[Opening Input for this task section]

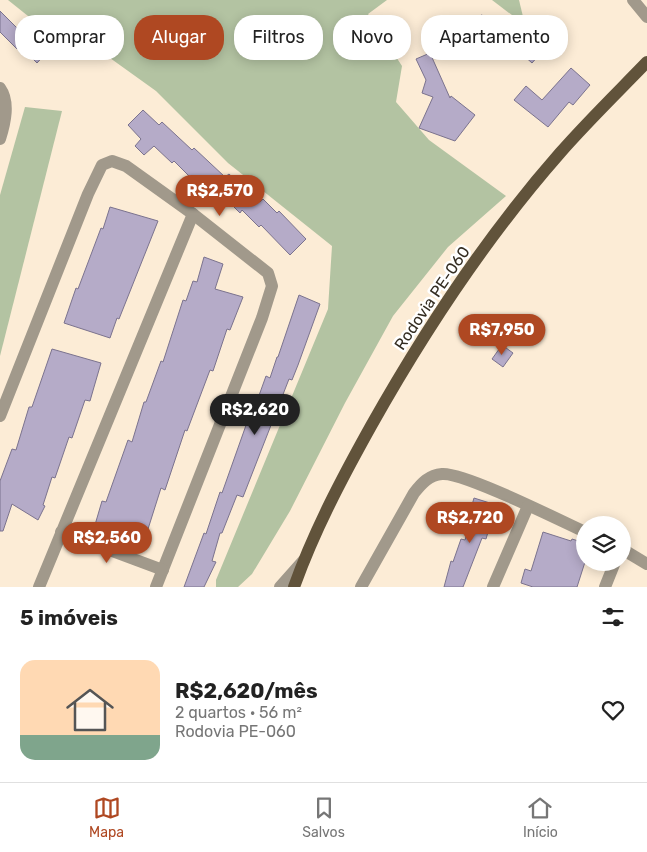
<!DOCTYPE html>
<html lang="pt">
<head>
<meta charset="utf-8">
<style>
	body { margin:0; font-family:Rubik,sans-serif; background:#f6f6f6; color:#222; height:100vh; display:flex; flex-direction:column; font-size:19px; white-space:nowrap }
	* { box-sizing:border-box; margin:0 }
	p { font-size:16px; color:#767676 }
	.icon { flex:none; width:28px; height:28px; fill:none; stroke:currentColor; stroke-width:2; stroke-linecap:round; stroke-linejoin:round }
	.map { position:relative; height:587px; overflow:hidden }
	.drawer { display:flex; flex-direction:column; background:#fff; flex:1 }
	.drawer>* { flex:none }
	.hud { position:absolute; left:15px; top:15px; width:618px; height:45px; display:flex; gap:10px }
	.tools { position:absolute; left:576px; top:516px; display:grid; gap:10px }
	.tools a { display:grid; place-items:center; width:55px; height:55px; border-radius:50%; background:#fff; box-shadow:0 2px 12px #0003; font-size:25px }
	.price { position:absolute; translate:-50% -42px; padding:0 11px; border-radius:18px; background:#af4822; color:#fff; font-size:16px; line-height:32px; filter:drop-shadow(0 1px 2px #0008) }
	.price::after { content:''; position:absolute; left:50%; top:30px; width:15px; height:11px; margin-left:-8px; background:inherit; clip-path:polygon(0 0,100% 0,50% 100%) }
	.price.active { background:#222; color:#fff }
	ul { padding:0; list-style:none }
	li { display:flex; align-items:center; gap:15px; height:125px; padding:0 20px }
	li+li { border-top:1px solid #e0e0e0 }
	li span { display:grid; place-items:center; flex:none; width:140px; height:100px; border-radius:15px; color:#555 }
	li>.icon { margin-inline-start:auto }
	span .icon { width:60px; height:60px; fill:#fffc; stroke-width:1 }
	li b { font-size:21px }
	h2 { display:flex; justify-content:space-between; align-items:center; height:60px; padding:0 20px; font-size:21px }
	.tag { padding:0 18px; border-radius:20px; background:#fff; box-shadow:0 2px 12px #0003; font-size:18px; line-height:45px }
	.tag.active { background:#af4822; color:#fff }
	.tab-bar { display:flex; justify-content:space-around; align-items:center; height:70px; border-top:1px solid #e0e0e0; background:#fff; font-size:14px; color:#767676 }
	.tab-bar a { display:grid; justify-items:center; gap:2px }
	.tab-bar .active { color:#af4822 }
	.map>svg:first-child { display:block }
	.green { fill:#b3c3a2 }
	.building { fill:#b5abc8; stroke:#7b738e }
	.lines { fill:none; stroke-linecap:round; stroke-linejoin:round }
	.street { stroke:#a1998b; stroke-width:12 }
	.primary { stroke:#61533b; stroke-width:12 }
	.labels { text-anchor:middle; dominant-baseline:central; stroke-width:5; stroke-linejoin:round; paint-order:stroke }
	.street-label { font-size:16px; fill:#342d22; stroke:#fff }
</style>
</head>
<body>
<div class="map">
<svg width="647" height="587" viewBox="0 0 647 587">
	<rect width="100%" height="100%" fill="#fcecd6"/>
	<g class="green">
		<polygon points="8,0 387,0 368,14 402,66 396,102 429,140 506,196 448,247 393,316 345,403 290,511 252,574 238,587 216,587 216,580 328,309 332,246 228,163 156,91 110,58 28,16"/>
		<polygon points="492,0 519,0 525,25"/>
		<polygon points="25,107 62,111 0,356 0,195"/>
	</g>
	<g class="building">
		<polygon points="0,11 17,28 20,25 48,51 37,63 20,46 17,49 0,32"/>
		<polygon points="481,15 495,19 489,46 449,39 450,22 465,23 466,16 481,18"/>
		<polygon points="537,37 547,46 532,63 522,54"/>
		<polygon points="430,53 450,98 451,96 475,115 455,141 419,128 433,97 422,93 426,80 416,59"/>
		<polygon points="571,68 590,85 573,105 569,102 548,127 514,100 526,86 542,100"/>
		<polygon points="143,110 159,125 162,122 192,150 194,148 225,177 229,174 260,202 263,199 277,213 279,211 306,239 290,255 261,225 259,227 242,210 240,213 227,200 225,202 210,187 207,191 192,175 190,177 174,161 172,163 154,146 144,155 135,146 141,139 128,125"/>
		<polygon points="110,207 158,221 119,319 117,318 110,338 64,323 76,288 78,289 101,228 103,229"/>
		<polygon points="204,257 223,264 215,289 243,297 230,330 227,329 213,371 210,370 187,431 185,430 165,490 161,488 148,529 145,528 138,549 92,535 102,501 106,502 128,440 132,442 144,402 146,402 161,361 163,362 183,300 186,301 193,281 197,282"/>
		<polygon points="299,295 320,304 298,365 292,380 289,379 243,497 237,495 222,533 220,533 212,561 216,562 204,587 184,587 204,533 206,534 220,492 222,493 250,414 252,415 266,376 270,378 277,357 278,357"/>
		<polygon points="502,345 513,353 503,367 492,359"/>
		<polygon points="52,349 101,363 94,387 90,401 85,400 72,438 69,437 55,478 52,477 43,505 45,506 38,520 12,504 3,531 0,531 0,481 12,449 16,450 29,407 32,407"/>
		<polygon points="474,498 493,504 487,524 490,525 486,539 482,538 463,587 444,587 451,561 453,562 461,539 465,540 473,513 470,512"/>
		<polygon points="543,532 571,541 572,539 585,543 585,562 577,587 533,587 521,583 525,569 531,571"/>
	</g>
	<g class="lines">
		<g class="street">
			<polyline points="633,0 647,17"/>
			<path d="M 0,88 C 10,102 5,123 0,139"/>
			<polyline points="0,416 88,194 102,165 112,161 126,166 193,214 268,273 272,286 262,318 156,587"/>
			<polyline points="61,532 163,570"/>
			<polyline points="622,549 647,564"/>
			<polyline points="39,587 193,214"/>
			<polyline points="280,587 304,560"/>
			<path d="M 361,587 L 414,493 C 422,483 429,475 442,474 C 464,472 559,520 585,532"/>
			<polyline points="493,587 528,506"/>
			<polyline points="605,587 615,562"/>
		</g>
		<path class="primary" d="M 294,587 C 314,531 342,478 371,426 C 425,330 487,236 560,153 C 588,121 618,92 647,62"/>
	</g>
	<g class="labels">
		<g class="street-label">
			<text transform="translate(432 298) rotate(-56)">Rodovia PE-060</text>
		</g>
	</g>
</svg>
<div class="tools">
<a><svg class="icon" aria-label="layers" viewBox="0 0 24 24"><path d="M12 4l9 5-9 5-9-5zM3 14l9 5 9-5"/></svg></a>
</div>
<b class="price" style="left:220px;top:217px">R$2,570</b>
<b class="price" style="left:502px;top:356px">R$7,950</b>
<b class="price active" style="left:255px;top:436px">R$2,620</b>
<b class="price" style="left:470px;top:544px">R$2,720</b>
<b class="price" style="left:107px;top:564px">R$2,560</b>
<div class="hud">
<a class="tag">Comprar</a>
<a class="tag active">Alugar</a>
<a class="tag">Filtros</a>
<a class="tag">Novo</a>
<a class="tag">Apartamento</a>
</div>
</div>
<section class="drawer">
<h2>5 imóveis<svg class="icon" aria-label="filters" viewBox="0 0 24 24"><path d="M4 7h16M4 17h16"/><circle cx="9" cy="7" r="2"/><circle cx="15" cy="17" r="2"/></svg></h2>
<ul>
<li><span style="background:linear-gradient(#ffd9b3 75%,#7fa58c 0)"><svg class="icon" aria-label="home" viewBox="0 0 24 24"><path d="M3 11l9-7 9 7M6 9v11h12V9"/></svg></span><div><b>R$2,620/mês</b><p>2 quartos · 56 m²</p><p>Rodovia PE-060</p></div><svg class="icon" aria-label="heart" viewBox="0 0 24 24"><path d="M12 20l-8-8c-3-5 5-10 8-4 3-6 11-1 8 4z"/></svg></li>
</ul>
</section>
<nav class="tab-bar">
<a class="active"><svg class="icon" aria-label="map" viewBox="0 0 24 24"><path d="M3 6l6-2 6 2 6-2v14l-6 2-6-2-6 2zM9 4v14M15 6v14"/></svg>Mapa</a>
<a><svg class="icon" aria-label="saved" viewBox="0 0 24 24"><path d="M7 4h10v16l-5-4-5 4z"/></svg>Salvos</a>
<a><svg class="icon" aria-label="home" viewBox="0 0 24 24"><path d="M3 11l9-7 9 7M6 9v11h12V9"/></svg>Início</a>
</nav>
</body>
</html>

[Closing Input for this task section]

Print, exactly as written, the lines above from the first one to the one containing "width:60px; height:60px; fill:#fffc;". Leave out pictures.

• **Exercise output**:
<!DOCTYPE html>
<html lang="pt">
<head>
<meta charset="utf-8">
<style>
	body { margin:0; font-family:Rubik,sans-serif; background:#f6f6f6; color:#222; height:100vh; display:flex; flex-direction:column; font-size:19px; white-space:nowrap }
	* { box-sizing:border-box; margin:0 }
	p { font-size:16px; color:#767676 }
	.icon { flex:none; width:28px; height:28px; fill:none; stroke:currentColor; stroke-width:2; stroke-linecap:round; stroke-linejoin:round }
	.map { position:relative; height:587px; overflow:hidden }
	.drawer { display:flex; flex-direction:column; background:#fff; flex:1 }
	.drawer>* { flex:none }
	.hud { position:absolute; left:15px; top:15px; width:618px; height:45px; display:flex; gap:10px }
	.tools { position:absolute; left:576px; top:516px; display:grid; gap:10px }
	.tools a { display:grid; place-items:center; width:55px; height:55px; border-radius:50%; background:#fff; box-shadow:0 2px 12px #0003; font-size:25px }
	.price { position:absolute; translate:-50% -42px; padding:0 11px; border-radius:18px; background:#af4822; color:#fff; font-size:16px; line-height:32px; filter:drop-shadow(0 1px 2px #0008) }
	.price::after { content:''; position:absolute; left:50%; top:30px; width:15px; height:11px; margin-left:-8px; background:inherit; clip-path:polygon(0 0,100% 0,50% 100%) }
	.price.active { background:#222; color:#fff }
	ul { padding:0; list-style:none }
	li { display:flex; align-items:center; gap:15px; height:125px; padding:0 20px }
	li+li { border-top:1px solid #e0e0e0 }
	li span { display:grid; place-items:center; flex:none; width:140px; height:100px; border-radius:15px; color:#555 }
	li>.icon { margin-inline-start:auto }
	span .icon { width:60px; height:60px; fill:#fffc; stroke-width:1 }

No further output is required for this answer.